[PATCH] D83214: [AMDGPU][GlobalISel] Select llvm.amdgcn.ballot

Fri Jul 10 04:58:12 PDT 2020

mbrkusanin added inline comments.

================
Comment at: llvm/lib/Target/AMDGPU/AMDGPUInstructionSelector.cpp:1053-1054
+
+  Optional<ValueAndVReg> Arg =
+      getConstantVRegValWithLookThrough(I.getOperand(2).getReg(), *MRI, true);
+
----------------
arsenm wrote:
> I think you want just regular getConstantVRegVal.
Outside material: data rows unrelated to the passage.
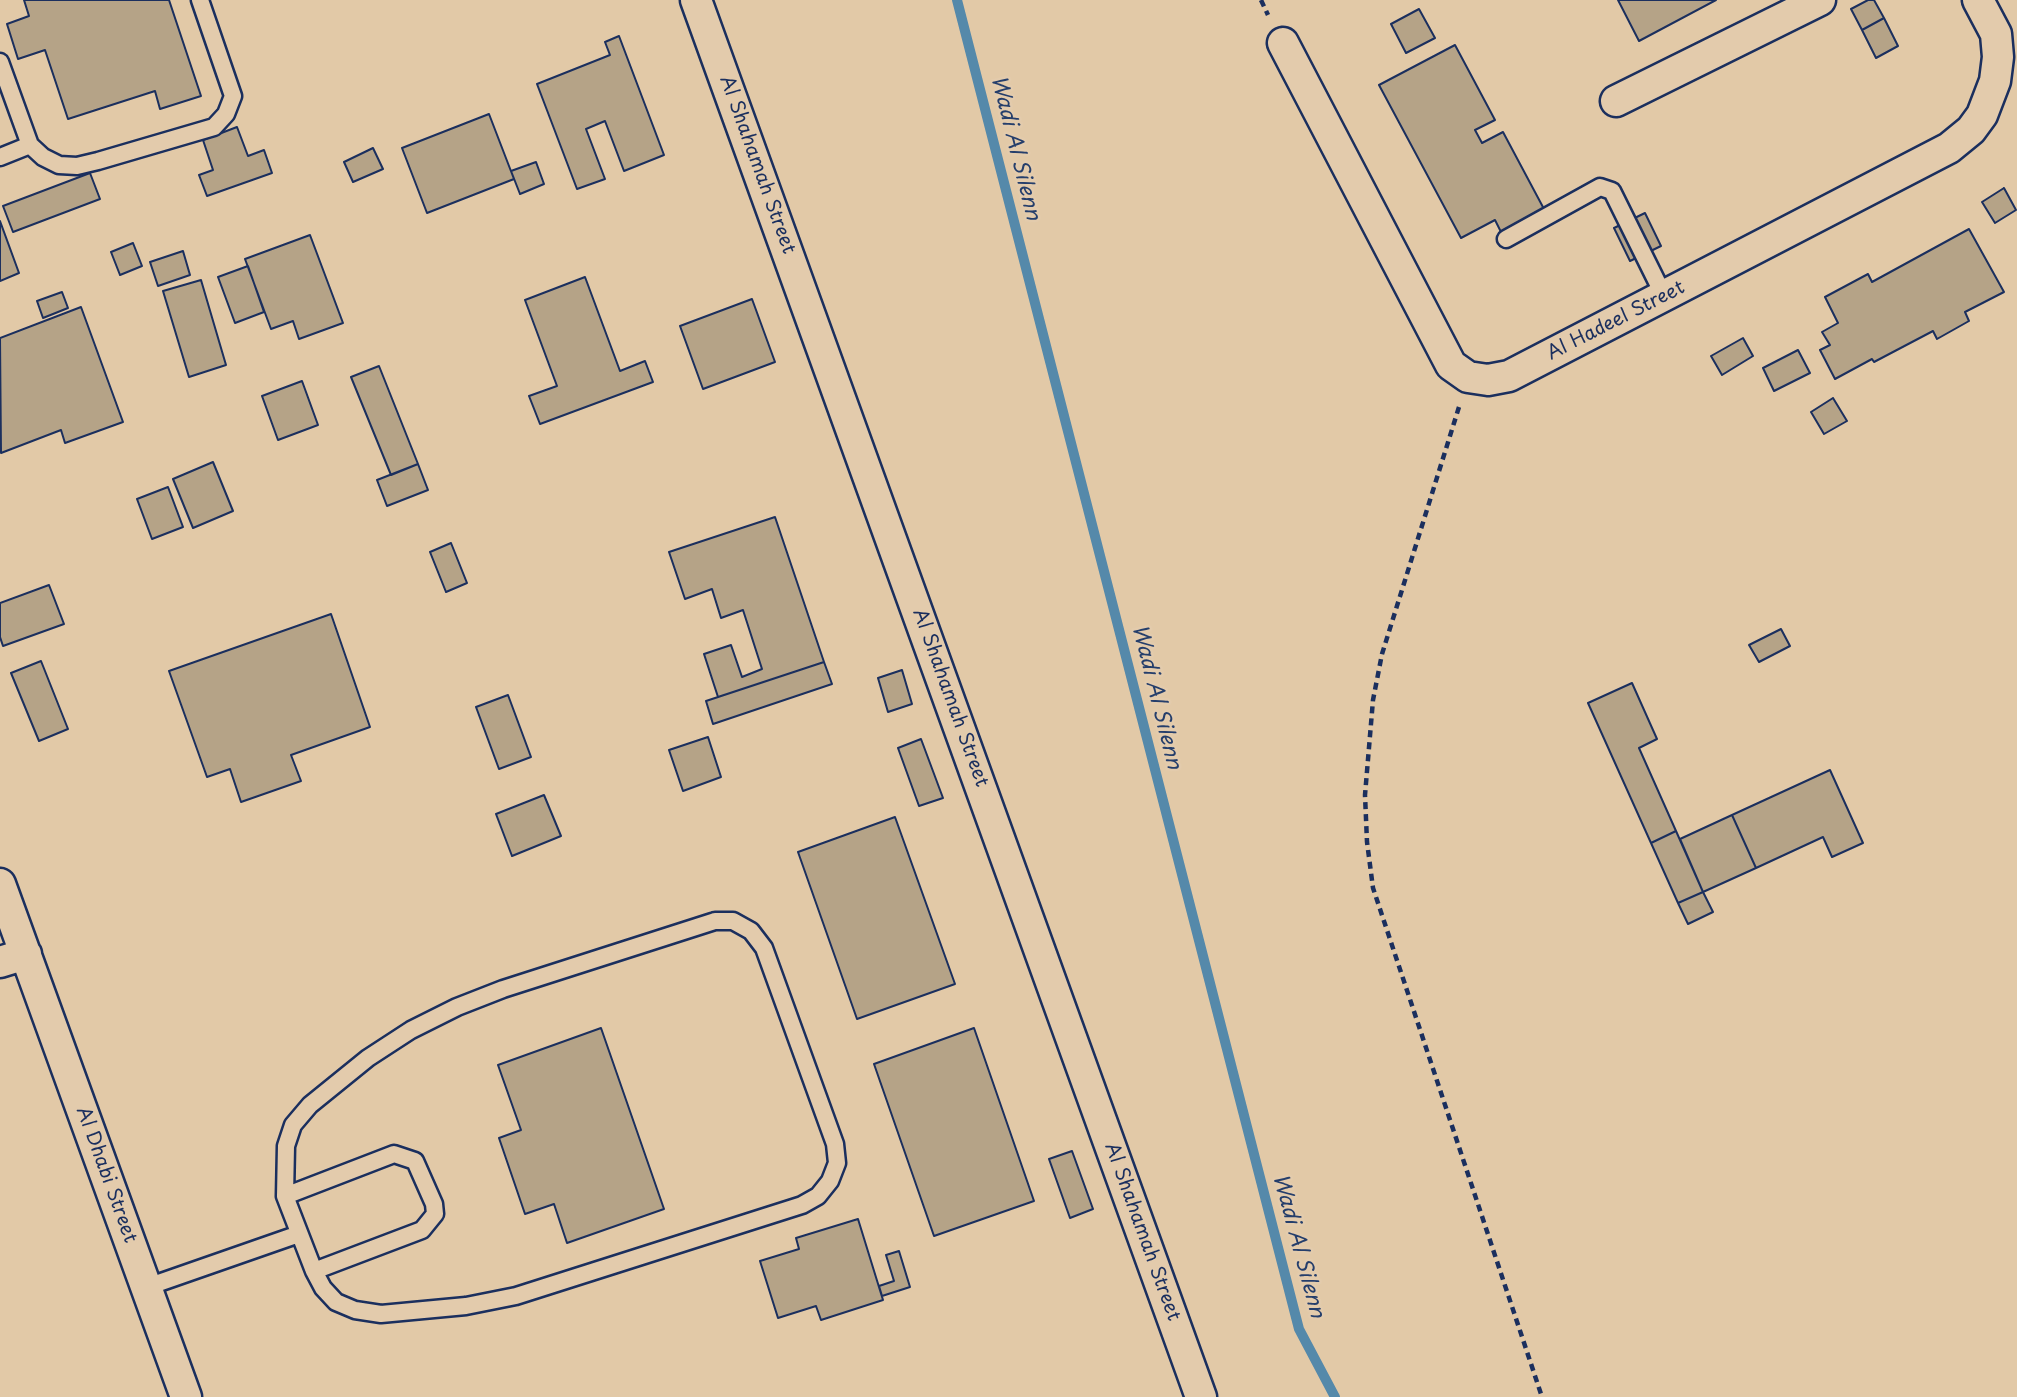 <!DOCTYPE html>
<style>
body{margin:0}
canvas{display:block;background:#e2c9a7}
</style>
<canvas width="2017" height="1397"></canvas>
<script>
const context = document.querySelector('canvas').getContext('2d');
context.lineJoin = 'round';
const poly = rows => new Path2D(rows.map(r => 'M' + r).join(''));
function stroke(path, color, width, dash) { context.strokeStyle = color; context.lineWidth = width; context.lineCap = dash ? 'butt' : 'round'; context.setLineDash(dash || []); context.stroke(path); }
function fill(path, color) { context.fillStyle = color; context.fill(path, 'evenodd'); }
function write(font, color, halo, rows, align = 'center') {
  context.font = font + ' "Playpen Sans",sans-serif'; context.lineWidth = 5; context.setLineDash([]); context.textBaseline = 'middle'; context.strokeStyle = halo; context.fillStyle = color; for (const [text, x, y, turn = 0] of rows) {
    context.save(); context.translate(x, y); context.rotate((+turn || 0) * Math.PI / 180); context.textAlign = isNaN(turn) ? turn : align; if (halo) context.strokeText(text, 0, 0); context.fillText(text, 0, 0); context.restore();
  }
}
stroke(poly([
 [957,0,1299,1329,1335,1397]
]), '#5589aa', 10);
const building = poly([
 [24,0,169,0,201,96,160,109,155,91,68,119,45,50,18,59,7,24,29,16,24,0],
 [1618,0,1716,0,1639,41,1618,0],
 [1868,0,1874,0,1884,18,1862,30,1851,9,1868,0],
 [1419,9,1435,38,1406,53,1391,24,1419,9],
 [1884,18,1898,46,1876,58,1862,30,1884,18],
 [619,36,664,155,624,171,605,121,586,129,605,179,577,189,537,84,610,55,605,42,619,36],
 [1455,45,1495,120,1475,130,1482,143,1503,132,1544,209,1501,232,1495,220,1461,238,1379,85,1455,45],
 [489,114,514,179,427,213,402,148,489,114],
 [237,127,248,156,264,150,272,173,207,196,199,175,213,170,203,140,237,127],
 [373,148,383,169,353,182,344,162,373,148],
 [536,162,544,184,520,194,511,171,536,162],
 [90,173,100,199,13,232,3,206,90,173],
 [2004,188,2016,210,1995,223,1982,202,2004,188],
 [1645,213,1661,246,1630,261,1614,228,1645,213],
 [0,221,19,273,0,281,0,221],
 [1969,229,2004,292,1965,312,1969,321,1937,339,1933,331,1874,362,1872,359,1835,379,1820,350,1830,345,1822,332,1838,323,1825,297,1868,274,1872,282,1969,229],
 [310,235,343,323,299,339,293,321,271,329,245,259,310,235],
 [133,243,142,266,120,275,111,252,133,243],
 [183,251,190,275,158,286,150,262,183,251],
 [248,266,264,312,235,323,218,277,248,266],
 [585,277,620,371,645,361,653,382,540,424,529,396,557,386,525,300,585,277],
 [201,280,226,365,189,377,163,291,201,280],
 [62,292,68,308,43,318,37,301,62,292],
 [752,299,775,362,703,389,680,326,752,299],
 [81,307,123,422,65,443,61,430,1,453,0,338,81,307],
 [1743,338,1753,356,1722,375,1711,356,1743,338],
 [1798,350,1810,373,1774,391,1763,368,1798,350],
 [379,366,418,464,391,475,351,377,379,366],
 [302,381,318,425,278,440,262,396,302,381],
 [1833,398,1847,421,1824,434,1811,412,1833,398],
 [213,462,233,511,193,528,173,479,213,462],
 [418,464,428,490,387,506,377,480,418,464],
 [168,487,183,527,152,539,137,499,168,487],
 [775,517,824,662,718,697,704,654,731,645,742,677,762,669,743,610,721,618,712,589,685,599,669,552,775,517],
 [451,543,467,583,446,592,430,552,451,543],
 [49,585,64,624,3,646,0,637,0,603,49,585],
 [331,614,370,727,291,755,301,781,241,802,230,769,207,777,169,671,331,614],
 [1781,629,1790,646,1759,662,1749,645,1781,629],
 [41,661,68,729,39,741,11,673,41,661],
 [824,662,832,684,713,724,706,701,824,662],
 [902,670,912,704,888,712,878,678,902,670],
 [1632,683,1657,739,1639,748,1676,831,1651,843,1588,703,1632,683],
 [508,695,531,757,499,769,476,707,508,695],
 [708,737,721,777,683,791,669,750,708,737],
 [921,739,943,798,919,806,898,748,921,739],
 [1830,770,1863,843,1832,857,1823,837,1756,868,1732,815,1830,770],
 [544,795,561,836,512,856,496,814,544,795],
 [1732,815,1756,868,1703,892,1680,839,1732,815],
 [895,817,955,984,857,1019,798,852,895,817],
 [1676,831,1703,892,1678,903,1651,843,1676,831],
 [1703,892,1713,912,1688,924,1678,903,1703,892],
 [601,1028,664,1209,567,1243,554,1204,525,1214,499,1138,521,1130,498,1065,601,1028],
 [974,1028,1034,1201,934,1236,874,1064,974,1028],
 [1072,1151,1093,1209,1070,1218,1049,1159,1072,1151],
 [858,1219,883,1300,821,1320,816,1306,778,1318,760,1261,799,1249,796,1238,858,1219],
 [899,1251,910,1287,882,1296,879,1286,894,1281,886,1255,899,1251]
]);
fill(building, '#b5a387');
stroke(building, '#1b2f5e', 2);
const service = poly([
 [0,62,30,145,43,157,59,165,77,166,98,161,214,127,226,114,233,96,200,0],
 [0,157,30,145],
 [1506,239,1600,187,1612,191,1664,296],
 [715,921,733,921,751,931,764,948,835,1144,837,1163,830,1181,818,1196,802,1205,516,1296,466,1306,381,1314,355,1310,336,1302,323,1288,314,1271,285,1196,286,1146,293,1125,310,1105,368,1058,411,1030,457,1007,503,989,715,921],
 [285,1196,394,1154,415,1161,434,1204,435,1214,422,1230,314,1271],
 [147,1287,299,1234]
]);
const minor = poly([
 [696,0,1201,1397],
 [1283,43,1451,365,1468,377,1488,380,1509,376,1949,148,1971,130,1982,115,1995,81,1998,57,1996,34,1978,0],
 [1616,101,1820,0],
 [0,884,186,1397],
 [0,962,26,954]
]);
stroke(service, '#1b2f5e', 21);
stroke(minor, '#1b2f5e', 35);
stroke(poly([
 [1261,0,1268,15],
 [1459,407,1382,654,1373,700,1365,795,1367,842,1373,888,1542,1397]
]), '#1b2f5e', 4.5, [7, 5]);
stroke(service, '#e3cbac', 16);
stroke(minor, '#e3cbac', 30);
write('19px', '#1b2f5e', '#e3cbac', [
 ["Al Shahamah Street",757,165,70],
 ["Al Hadeel Street",1616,321,-27],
 ["Al Shahamah Street",950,698,70],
 ["Al Dhabi Street",106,1175,70],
 ["Al Shahamah Street",1142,1232,70]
]);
write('italic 21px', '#253e6b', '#e3cbac', [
 ["Wadi Al Silenn",1015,148,76],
 ["Wadi Al Silenn",1156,697,76],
 ["Wadi Al Silenn",1298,1246,75]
]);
</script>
I don't think you're getting much from the look through
Unfortunately regular version fails to produce the value.

================
Comment at: llvm/test/CodeGen/AMDGPU/GlobalISel/llvm.amdgcn.ballot.i64.ll:11-12
+; CHECK:       ; %bb.0:
+; CHECK-NEXT:    s_mov_b32 s0, 0
+; CHECK-NEXT:    s_mov_b32 s1, 0
+; CHECK-NEXT:    ; return to shader part epilog
----------------
arsenm wrote:
> This can be one s_mov_b64
It can, but SIFoldOperands will not let that happen.

From:
  %10:sreg_64 = S_MOV_B64 0
  %3:sreg_32 = COPY %10.sub0:sreg_64
  %4:sreg_32 = COPY %10.sub1:sreg_64
  plus some instructions that use %3, %4 but will eventually be removed.

SIFoldOperands will produce:
  %10:sreg_64 = S_MOV_B64 0
  %3:sreg_32 = S_MOV_B32 0
  %4:sreg_32 = S_MOV_B32 0
  ...

which makes the first instruction dead and in the end we're left with two S_MOV_B32.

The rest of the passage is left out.